While the women were in Dayton, we visited a variety of places throughout the community so that our guests could experience culture here that perhaps they might not be exposed to in Israel. While at a program at the University of Dayton, we attended a First American (also known as Native American) led alternative Thanksgiving celebration.
We typically think of Thanksgiving as a time to gather with our family and friends, and enjoy a day filled with lots of delicious food as we celebrate all for which we are thankful. However, for many First Americans, the origins of Thanksgiving don’t evoke such positive feelings.

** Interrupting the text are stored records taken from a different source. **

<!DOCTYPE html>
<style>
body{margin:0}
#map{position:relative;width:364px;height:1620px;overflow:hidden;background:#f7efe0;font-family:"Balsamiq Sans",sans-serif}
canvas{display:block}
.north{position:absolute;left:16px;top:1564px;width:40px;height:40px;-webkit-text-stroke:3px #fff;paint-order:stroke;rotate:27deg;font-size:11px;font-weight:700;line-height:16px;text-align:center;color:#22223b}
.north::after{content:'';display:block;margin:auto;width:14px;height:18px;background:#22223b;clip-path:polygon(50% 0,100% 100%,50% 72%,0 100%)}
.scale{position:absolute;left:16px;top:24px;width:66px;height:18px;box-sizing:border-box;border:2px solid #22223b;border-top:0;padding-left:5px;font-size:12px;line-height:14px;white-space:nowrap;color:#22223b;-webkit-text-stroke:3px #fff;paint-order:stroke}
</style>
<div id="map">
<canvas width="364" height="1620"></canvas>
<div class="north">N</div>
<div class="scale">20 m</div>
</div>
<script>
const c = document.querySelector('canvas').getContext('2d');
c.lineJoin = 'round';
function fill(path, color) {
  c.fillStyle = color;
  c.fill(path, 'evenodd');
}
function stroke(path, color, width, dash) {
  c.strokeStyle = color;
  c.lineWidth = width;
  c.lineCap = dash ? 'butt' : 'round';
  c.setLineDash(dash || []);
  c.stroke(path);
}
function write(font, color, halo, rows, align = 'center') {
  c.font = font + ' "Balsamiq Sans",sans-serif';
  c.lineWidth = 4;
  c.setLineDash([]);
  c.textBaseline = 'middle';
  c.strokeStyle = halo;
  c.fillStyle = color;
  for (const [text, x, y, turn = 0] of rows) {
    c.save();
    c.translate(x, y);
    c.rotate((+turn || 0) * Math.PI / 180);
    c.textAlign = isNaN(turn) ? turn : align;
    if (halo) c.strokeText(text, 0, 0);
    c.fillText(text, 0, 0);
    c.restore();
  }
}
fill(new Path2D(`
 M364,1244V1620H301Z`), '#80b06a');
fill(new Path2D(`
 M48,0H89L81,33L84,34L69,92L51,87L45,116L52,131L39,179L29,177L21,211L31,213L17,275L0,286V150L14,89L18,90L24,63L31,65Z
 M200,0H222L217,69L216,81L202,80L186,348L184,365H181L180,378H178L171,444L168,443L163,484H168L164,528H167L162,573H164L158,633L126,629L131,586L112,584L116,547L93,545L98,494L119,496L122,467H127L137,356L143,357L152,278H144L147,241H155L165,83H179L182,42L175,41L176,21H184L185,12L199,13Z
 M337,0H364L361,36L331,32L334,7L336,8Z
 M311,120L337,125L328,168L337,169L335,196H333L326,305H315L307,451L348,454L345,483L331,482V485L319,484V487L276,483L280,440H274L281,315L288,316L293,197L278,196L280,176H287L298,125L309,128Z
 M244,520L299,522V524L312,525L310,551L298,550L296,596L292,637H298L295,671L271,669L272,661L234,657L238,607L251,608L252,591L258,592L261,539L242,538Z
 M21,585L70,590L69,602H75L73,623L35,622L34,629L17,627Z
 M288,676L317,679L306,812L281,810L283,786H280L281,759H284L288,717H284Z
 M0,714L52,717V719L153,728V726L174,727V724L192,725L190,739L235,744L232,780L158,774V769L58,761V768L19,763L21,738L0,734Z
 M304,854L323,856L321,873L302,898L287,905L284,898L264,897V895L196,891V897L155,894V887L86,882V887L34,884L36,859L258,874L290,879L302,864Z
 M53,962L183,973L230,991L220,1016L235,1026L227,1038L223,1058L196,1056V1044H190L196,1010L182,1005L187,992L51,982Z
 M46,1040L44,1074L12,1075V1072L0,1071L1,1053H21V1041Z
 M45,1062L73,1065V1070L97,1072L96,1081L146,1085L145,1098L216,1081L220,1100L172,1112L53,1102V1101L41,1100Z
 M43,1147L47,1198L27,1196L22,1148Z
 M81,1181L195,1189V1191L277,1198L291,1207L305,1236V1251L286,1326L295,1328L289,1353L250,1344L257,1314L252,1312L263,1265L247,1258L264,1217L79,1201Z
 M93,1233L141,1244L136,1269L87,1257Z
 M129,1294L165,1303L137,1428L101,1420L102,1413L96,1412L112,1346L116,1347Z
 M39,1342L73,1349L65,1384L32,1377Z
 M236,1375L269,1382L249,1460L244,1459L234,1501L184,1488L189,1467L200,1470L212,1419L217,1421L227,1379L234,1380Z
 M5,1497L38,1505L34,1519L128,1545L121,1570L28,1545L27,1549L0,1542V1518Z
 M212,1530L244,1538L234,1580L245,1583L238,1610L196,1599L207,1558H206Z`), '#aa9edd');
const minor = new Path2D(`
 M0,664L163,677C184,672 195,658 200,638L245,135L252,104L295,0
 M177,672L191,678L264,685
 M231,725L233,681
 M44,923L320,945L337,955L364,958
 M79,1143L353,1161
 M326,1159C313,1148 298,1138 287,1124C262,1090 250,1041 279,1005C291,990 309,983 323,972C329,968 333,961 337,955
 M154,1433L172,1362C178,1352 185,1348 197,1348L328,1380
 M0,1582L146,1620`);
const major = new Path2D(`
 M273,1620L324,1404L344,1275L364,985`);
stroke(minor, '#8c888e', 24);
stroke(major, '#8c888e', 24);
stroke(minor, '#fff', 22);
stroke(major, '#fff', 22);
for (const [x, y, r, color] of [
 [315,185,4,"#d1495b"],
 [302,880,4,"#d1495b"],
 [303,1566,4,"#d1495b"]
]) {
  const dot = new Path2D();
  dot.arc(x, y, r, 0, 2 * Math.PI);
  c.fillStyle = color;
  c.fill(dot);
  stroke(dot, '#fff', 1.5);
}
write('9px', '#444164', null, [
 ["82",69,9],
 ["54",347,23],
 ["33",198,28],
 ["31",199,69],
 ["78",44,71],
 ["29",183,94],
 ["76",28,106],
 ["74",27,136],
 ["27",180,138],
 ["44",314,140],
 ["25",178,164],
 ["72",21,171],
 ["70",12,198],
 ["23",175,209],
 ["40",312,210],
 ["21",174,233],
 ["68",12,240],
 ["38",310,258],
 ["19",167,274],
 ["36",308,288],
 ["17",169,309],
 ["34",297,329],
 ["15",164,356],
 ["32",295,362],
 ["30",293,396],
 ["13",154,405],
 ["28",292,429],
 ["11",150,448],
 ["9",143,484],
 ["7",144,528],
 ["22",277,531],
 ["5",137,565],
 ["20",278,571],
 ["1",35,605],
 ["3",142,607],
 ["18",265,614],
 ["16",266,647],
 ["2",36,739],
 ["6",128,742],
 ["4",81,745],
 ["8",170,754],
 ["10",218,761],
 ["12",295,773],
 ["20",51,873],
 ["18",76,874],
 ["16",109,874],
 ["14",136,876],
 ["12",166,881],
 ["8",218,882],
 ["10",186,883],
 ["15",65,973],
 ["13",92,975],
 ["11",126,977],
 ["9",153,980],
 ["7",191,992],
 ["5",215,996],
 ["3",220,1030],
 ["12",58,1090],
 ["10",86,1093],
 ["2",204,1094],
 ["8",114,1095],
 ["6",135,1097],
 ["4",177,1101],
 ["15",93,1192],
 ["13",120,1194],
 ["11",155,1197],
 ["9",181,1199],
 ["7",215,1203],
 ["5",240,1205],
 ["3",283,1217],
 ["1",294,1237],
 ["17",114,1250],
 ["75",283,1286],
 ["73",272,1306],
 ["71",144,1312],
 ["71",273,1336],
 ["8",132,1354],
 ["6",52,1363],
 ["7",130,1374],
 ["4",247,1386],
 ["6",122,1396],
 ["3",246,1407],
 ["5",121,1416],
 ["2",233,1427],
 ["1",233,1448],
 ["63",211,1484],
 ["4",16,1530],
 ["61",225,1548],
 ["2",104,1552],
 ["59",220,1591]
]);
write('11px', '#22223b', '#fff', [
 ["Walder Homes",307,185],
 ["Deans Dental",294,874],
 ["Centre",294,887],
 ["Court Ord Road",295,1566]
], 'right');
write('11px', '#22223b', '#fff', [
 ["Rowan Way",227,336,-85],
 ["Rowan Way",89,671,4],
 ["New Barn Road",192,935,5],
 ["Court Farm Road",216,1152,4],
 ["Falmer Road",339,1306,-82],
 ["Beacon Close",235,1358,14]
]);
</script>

The relationship between the pilgrims and First Americans is often depicted as a very positive one; however, there was a long history of conflict between the two groups. In fact, there are many people who refer to Thanksgiving as a “National Day of Mourning” to remember First Americans who were killed at the hands of the pilgrims.
While we listened to the presenters, I realized I was so fortunate to be experiencing this with our friends from Israel. Not only did they get a glimpse into the First American community; I also had the opportunity to see things from a different perspective myself.
When we listen to and connect with one another, we can cultivate understanding about the diverse and rich history we each have experienced.
I wish you and your families a Happy Thanksgiving filled with great food, warm and loving family time, and the sharing of meaningful stories. By the way, enjoy the big game!